Dataset entries ::
○ ○ ○ ○ ○
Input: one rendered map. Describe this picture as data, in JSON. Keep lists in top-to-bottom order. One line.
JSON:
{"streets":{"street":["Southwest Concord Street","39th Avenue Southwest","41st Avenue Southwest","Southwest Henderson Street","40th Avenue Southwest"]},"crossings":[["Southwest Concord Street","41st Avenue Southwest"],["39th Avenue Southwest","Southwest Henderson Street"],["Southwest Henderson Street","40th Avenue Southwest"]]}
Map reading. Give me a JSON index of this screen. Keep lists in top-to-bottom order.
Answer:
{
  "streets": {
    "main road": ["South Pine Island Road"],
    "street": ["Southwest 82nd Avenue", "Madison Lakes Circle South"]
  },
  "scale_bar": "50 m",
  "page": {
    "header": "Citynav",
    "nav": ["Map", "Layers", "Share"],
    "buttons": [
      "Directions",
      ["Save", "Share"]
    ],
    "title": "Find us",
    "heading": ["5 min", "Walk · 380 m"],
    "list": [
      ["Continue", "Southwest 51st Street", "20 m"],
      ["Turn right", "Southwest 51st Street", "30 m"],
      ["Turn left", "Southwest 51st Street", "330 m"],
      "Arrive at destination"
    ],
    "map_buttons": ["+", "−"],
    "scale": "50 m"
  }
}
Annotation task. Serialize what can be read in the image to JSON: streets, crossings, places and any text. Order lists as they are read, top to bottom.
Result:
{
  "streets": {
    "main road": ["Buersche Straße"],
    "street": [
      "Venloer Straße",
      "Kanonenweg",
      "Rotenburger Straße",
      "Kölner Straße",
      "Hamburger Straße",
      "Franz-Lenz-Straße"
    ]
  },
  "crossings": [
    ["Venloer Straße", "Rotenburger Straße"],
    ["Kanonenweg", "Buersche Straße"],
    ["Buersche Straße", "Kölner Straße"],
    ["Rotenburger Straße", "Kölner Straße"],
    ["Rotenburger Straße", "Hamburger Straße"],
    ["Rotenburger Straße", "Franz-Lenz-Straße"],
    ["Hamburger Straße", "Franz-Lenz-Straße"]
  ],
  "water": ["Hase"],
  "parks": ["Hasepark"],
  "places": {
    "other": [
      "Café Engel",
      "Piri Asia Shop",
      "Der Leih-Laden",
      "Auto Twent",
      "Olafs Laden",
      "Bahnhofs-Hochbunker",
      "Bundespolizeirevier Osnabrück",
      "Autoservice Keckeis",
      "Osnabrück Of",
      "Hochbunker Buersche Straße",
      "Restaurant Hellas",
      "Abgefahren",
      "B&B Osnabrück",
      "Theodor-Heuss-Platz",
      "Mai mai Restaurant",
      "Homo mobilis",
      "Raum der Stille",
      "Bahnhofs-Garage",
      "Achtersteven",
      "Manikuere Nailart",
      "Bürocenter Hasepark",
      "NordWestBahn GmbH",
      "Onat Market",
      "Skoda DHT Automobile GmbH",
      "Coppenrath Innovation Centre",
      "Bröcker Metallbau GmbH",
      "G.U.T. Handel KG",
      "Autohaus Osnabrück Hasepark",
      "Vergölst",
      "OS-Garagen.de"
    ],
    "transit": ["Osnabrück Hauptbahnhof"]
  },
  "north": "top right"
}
○ ○ ○ ○ ○
Lines from the top of the data above through the line containing "Map reading. Give" must be repeated exactly. All other lines stay out.

WRITTEN SOLUTION ::
Input: one rendered map. Describe this picture as data, in JSON. Keep lists in top-to-bottom order. One line.
JSON:
{"streets":{"street":["Southwest Concord Street","39th Avenue Southwest","41st Avenue Southwest","Southwest Henderson Street","40th Avenue Southwest"]},"crossings":[["Southwest Concord Street","41st Avenue Southwest"],["39th Avenue Southwest","Southwest Henderson Street"],["Southwest Henderson Street","40th Avenue Southwest"]]}
Map reading. Give me a JSON index of this screen. Keep lists in top-to-bottom order.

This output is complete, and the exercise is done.